# The Monty Hall Problem

Congrats! You’ve reached the final round of the popular Monty Hall game show. Monty, the show host, gives you the choice between 3 doors. Behind one of the doors is a prize (a new car? a trip to Hawaii? a microwave oven?), the other two are empty.

After you make your choice, Monty decides to make things a bit more interesting and opens one of the two doors that you didn’t pick. Of course, the one he opens is empty. There are now two doors left, behind one of which is the coveted prize.

Now Monty gives you the opportunity to change your mind. Should you stick with your original choice, should you pick the other door, or doesn’t it matter?

You’d think that changing your answer wouldn’t improve your chances… but it does!

This is a very nonintuitive result. Maybe you have trouble believing this is true. Don’t worry, when this problem was first proposed many professional mathematicians didn’t believe it either, so you’re in good company.

There’s a simple way to verify this claim: we can write a program to test it out! We should be able to show who wins more often by playing the game a large number of times.

Here’s the code (see the playground for the full thing). First, we randomly choose the door that has the prize:

```
let prizeDoor = random(3)
```

We also randomly pick the choice of the player:

```
let chooseDoor = random(3)
```

Next, Monty opens one of the empty doors. Obviously, he won’t choose the door that the player chose or the one with the prize.

```
var openDoor = -1
repeat {
openDoor = random(3)
} while openDoor == prizeDoor || openDoor == chooseDoor
```

There are only two closed doors left, one of which has the prize. What happens when the player changes his mind and picks the other door?

```
var changeMind = -1
repeat {
changeMind = random(3)
} while changeMind == openDoor || changeMind == chooseDoor
```

Now we see which choice was the right one:

```
if chooseDoor == prizeDoor {
winOriginalChoice += 1
}
if changeMind == prizeDoor {
winChangedMind += 1
}
```

If the prize is behind the player’s original door choice, we increment `winOriginalChoice`

. If the prize is behind the other door, then the player would have won if he changed his mind, and so we increment `winChangedMind`

.

And that’s all there is to it.

If you run the above code 1000 times or so, you’ll find that the probability of choosing the prize without changing your mind is about 33%. But if you *do* change your mind, the probability of winning is 67% – that is twice as large!

Try it out in the playground if you still don’t believe it. ;-)

Here’s why: When you first make a choice, your chances of picking the prize are 1 out of 3, or 33%

After Monty opens one of the doors, this gives you new information. However, it doesn’t change the probability of your original choice being the winner. That chance remains 33% because you made that choice when you didn’t know yet what was behind this open door.

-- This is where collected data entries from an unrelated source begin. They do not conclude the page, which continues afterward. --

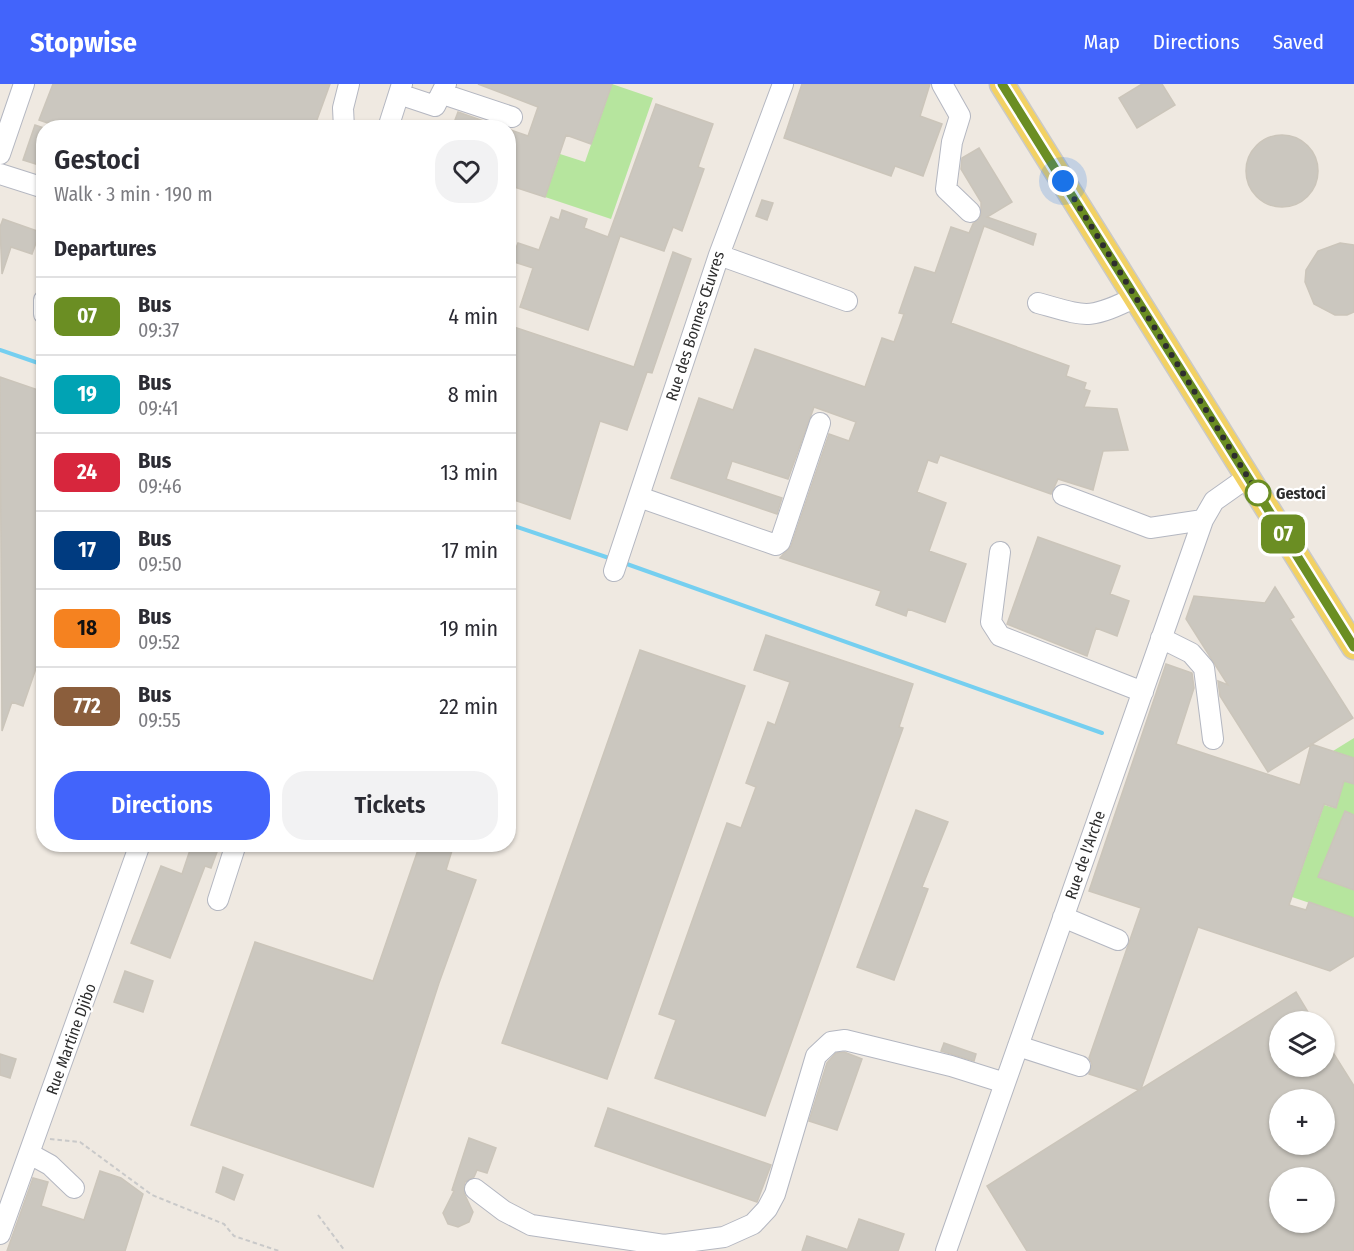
<!DOCTYPE html>
<meta charset="utf-8">
<style>
:root{--surface:#fff;--page:#f2f2f3;--text:#2b2b33;--muted:#7c7c81;--line:#e1e1e2;--accent:#4264fb}
body{margin:0;font-family:"Fira Sans Condensed",sans-serif;background:var(--page);color:var(--text);height:100vh;display:flex;flex-direction:column;font-size:22px;white-space:nowrap}
*{box-sizing:border-box;margin:0}
p{font-size:20px;color:var(--muted)}
.icon{flex:none;width:33px;height:33px;fill:none;stroke:currentColor;stroke-width:2;stroke-linecap:round;stroke-linejoin:round}
.map{position:relative;flex:1;overflow:hidden}
.panel{position:absolute;left:36px;top:36px;width:480px;height:732px;display:flex;flex-direction:column;background:var(--surface);border-radius:24px;box-shadow:0 2px 4px #0004}
.panel>*{flex:none}
.badge{padding:0 12px;border-radius:9px;font-size:21px;line-height:39px}
.fabs{position:absolute;left:1269px;top:927px;display:grid;gap:12px}
.fabs a{display:grid;place-items:center;width:66px;height:66px;border-radius:50%;background:var(--surface);box-shadow:0 2px 4px #0004;font-size:30px}
.you{position:absolute;width:30px;height:30px;margin:-15px;border:4px solid #fff;border-radius:50%;background:#1a73e8;box-shadow:0 0 0 9px #1a73e833}
.map>.badge{position:absolute;translate:-50% -50%;box-shadow:0 0 0 3px #fff}
h2{padding:0 18px;font-size:22px;line-height:54px}
.round{display:grid;place-items:center;flex:none;width:63px;height:63px;border-radius:24px;background:var(--page)}
.summary{display:flex;align-items:center;justify-content:space-between;height:102px;padding:0 18px}
h1{font-size:28px;font-weight:600;line-height:45px}
.primary-button{display:flex;gap:12px;margin-top:auto;padding:12px 18px}
.primary-button a{flex:1;height:69px;border-radius:24px;background:var(--accent);color:#fff;font-size:24px;font-weight:600;line-height:69px;text-align:center}
.primary-button a+a{background:var(--page);color:var(--text)}
ul{padding:0;list-style:none}
li{display:flex;align-items:center;gap:18px;height:78px;padding:0 18px;border-top:2px solid var(--line)}
li div{flex:1}
li b{display:block;font-size:22px}
li em{font-style:normal}
li .badge{min-width:66px;font-weight:700;text-align:center}
header{display:flex;align-items:center;gap:36px;box-sizing:border-box;height:84px;padding:0 30px;background:var(--accent);color:#fff}
header strong{font-size:28px}
nav{display:flex;gap:33px;margin-inline-start:auto;font-size:21px}
.map>svg:first-child{display:block}
.green{fill:#b6e59e}
.lines{fill:none;stroke-linecap:round;stroke-linejoin:round}
.stream{stroke:#75cff0;stroke-width:4}
.building{fill:#cbc7bf;stroke:#cbc5ba;stroke-width:1.5;fill-rule:evenodd}
.minor-casing{stroke:#b4b7c1;stroke-width:22}
.major-casing{stroke:#c9c9c9;stroke-width:27}
.path{stroke:#c9c9c9;stroke-width:2;stroke-dasharray:4.5 3;stroke-linecap:butt}
.minor{stroke:#fff;stroke-width:20}
.major{stroke:#f2d163;stroke-width:24}
.line-casing{stroke:#fff;stroke-width:14}
.line{stroke:#6b8e23;stroke-width:9}
.walk{stroke:#2e2e2e;stroke-width:6;stroke-dasharray:0 10.8}
.stop-dot{fill:#fff;stroke:#6b8e23;stroke-width:3}
.labels{text-anchor:middle;dominant-baseline:central;stroke-width:4.5;stroke-linejoin:round;paint-order:stroke}
.street-label{font-size:16px;fill:#2e2e2e;stroke:#fff}
.stop-label{font-size:16px;font-weight:bold;fill:#2e2e2e;stroke:#fff;text-anchor:start}
</style>
<header>
<strong>Stopwise</strong>
<nav><a>Map</a><a>Directions</a><a>Saved</a></nav>
</header>
<div class="map">
<svg width="1354" height="1167" viewBox="0 0 1354 1167">
<rect width="100%" height="100%" fill="#efe9e1"/>
<!-- green -->
<path class="green" d="M612,0l41,14 -42,121 -66,-22 15,-43 25,8z
M1354,654v20l-21,-7z
M1344,697l10,3v74l-35,19 35,13v28l-62,-21 32,-92 11,3z"/>
<g class="lines">
<!-- stream -->
<path class="stream" d="M0,266l44,15
M508,440l104,35
M624,479l478,170"/>
</g>
<!-- building -->
<path class="building" d="M53,0h277l-16,44h-252l-23,-8z
M478,0h134l-21,60 -25,-9 -21,62 -37,-12v-56l20,7 10,-29z
M802,0h128l-10,32 22,8 -19,52 -28,-10 -4,10 -107,-38z
M1142,0h20l13,21 -38,23 -18,-30z
M656,20l57,20 -15,43 6,2 -22,62 -9,-4 -9,24 -44,-15 -32,94 -68,-23 13,-39 -22,-7 7,-18 21,7 12,-33 8,3 3,-10 25,9 -3,9 24,9z
M458,28l40,14v2h-46z
M35,41l9,3v25l-5,12 -16,-5z
M1246 87a36 36 0 1 1 72 0a36 36 0 1 1-72 0Z
M979,64l33,54 -25,15 49,17 -3,11 -49,-19 -33,97 118,43 -3,10 20,7 -2,6 6,2 -6,16 33,2 11,41 -25,1 -10,39 -35,-11 -7,15 -111,-39 -3,8 -9,-3 -11,32 29,11 -17,48 37,13 -21,58 -37,-13 -2,7 -30,-11 5,-14 -101,-33 11,-12 38,-112 20,7 7,-19 -42,-15 -26,72 -56,-18 -6,18 56,19 -5,16 -106,-36 28,-80 34,12 22,-61 110,38 17,-49 12,4 10,-28 -5,-1 16,-46 20,6 16,-46 18,6 4,-9 8,-9v-13l-20,-33 1,-11z
M762,116l11,3 -6,17 -11,-4z
M3,135l37,13 -8,22 -21,-7 -9,27 -2,-47z
M1340,159l14,2v67l-7,3h-12l-21,-11 -9,-22 1,-12 12,-19z
M673,168l18,7 -39,114 -5,-1 -20,58 -27,-9 -30,98 -62,-21v-173l126,42z
M0,293l44,15v253l-21,61 -11,-4 -10,29z
M1038,453l82,29 -10,28 19,7 -12,35 -21,-8 -9,28 -80,-32z
M1275,503l19,30 -4,2 63,99 -85,54 -48,-76 -2,-15 10,4 -42,-66 8,-23 71,7z
M766,551l147,49 -14,43 4,1 -138,388 -110,-38 21,-58 -17,-6 68,-191 14,5 15,-41 -10,-4 22,-61 7,3 15,-43 -36,-12z
M640,566l105,36 -138,393 -105,-36z
M1166,580l26,9 2,15 -18,56 124,41 11,-41 43,14v26l-10,-3 -8,27 -12,-4 -35,101 17,5 3,-8 45,16v38l-24,15 -132,-44 -57,162 155,-97 18,30h-34v44h44v-28l30,48v165h-327l-40,-65 152,-96 -50,-16 3,-10 -3,-6 52,-150 -52,-17zM1280,1016h44v44h-44zM1280,1094h44v44h-44z
M916,726l32,12 -26,65 6,2 -34,91 -37,-13z
M1345,727l9,4v75l-36,-13z
M192,760h28l-9,24 -6,-2 -35,92 -39,-15 30,-77 21,8z
M420,760h34l-8,26 30,10 -37,103 -66,204 -182,-62 64,-183 118,39z
M125,887l28,10 -10,31 -29,-10z
M944,959l32,11 -2,7 -33,-10z
M844,968l18,7 -25,71 -28,-9 18,-58 9,-10z
M0,970l16,5 -6,19 -10,-3z
M608,1024l163,57 -14,37 -162,-56z
M469,1054l27,10 -9,25 -10,-3 -3,7 -9,5 -1,11 9,19 -4,10 -11,5 -10,-3 -5,-11 11,-22 -2,-1z
M223,1083l20,8 -9,25 -18,-8z
M100,1087l21,7 22,16 -18,57h-118l26,-73 15,4 -7,24 43,14z
M859,1135l45,15 -6,17h-51z
M807,1152l39,13v2h-44z"/>
<g class="lines">
<!-- minor casing -->
<g class="minor-casing">
<path id="minor" d="M942,0l18,32 -8,26 -6,47 24,23
M399,10l36,12 11,-22
M443,10l69,23
M344,44l-1,-20 6,-24
M388,44l14,-44
M0,70l24,-70
M0,90l44,14
M719,171l128,46
M44,216v14
M1038,219c50,14 50,17 98,-6
M1063,411l87,33 53,-8
M639,413l137,48 4,-3 40,-119
M1000,468l-9,70 9,14 143,56
M614,487l105,-316 64,-171
M1161,554l30,15 13,15 9,71
M218,816l18,-56
M1063,833l55,23
M1018,962l62,20
M30,1070l20,11 24,23
M475,1105l29,22 27,14 133,20 60,-8 29,-13 14,-15 8,-15 41,-138 15,-14 14,-2 106,26 54,17
M0,1150l140,-390
M946,1167l257,-731 11,-19 34,-24"/>
</g>
<!-- major casing -->
<g class="major-casing">
<path id="major" d="M1002,0l352,563"/>
</g>
<!-- path -->
<path class="path" d="M50,1055l30,3 72,53 72,29 10,12 45,15
M318,1131l27,36"/>
<!-- minor -->
<use href="#minor" class="minor"/>
<!-- major -->
<use href="#major" class="major"/>
</g>
<g class="lines">
<!-- line casing -->
<g class="line-casing">
<path id="line" d="M1002,0l352,563"/>
</g>
<!-- line -->
<use href="#line" class="line"/>
<!-- walk -->
<path class="walk" d="M1063,97l196,314 -1,-2"/>
</g>
<!-- markers -->
<circle class="stop-dot" cx="1258" cy="409" r="12"/>
<g class="labels">
<!-- street labels -->
<g class="street-label">
<text transform="translate(695 242) rotate(-72)">Rue des Bonnes Œuvres</text>
<text transform="translate(1085 771) rotate(-71)">Rue de l'Arche</text>
<text transform="translate(71 955) rotate(-70)">Rue Martine Djibo</text>
</g>
<!-- stop labels -->
<g class="stop-label">
<text x="1276" y="409">Gestoci</text>
</g>
</g>
</svg>
<div class="fabs">
<a><svg class="icon" aria-label="layers" viewBox="0 0 24 24"><path d="M12 4l9 5-9 5-9-5zM3 14l9 5 9-5"/></svg></a>
<a>+</a>
<a>−</a>
</div>
<div class="you" style="left:1063px;top:97px"></div>
<b class="badge" style="left:1283px;top:450px;background:#6b8e23;color:#fff">07</b>
<section class="panel">
<div class="summary"><div><h1>Gestoci</h1><p>Walk · 3 min · 190 m</p></div><a class="round"><svg class="icon" aria-label="heart" viewBox="0 0 24 24"><path d="M12 20l-8-8c-3-5 5-10 8-4 3-6 11-1 8 4z"/></svg></a></div>
<h2>Departures</h2>
<ul>
<li><span class="badge" style="background:#6b8e23;color:#fff">07</span><div><b>Bus</b><p>09:37</p></div><em>4 min</em></li>
<li><span class="badge" style="background:#00a3b4;color:#fff">19</span><div><b>Bus</b><p>09:41</p></div><em>8 min</em></li>
<li><span class="badge" style="background:#d7263d;color:#fff">24</span><div><b>Bus</b><p>09:46</p></div><em>13 min</em></li>
<li><span class="badge" style="background:#003b80;color:#fff">17</span><div><b>Bus</b><p>09:50</p></div><em>17 min</em></li>
<li><span class="badge" style="background:#f58220;color:#111">18</span><div><b>Bus</b><p>09:52</p></div><em>19 min</em></li>
<li><span class="badge" style="background:#8b5e3c;color:#fff">772</span><div><b>Bus</b><p>09:55</p></div><em>22 min</em></li>
</ul>
<div class="primary-button"><a>Directions</a><a>Tickets</a></div>
</section>
</div>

Since probabilities always need to add up to 100%, the chance that the prize is behind the other door is now 100 - 33 = 67%. So, as strange as it may sound, you’re better off switching doors!

This is hard to wrap your head around, but easily shown using a simulation that runs a significant number of times. Probability is weird.

By the way, you can simplify the code to this:

```
let prizeDoor = random(3)
let chooseDoor = random(3)
if chooseDoor == prizeDoor {
winOriginalChoice += 1
} else {
winChangedMind += 1
}
```

Now it’s no longer a simulation but the logic is equivalent. You can clearly see that the `chooseDoor`

only wins 1/3rd of the time – because it’s a random number between 1 and 3 – so changing your mind must win the other 2/3rds of the time.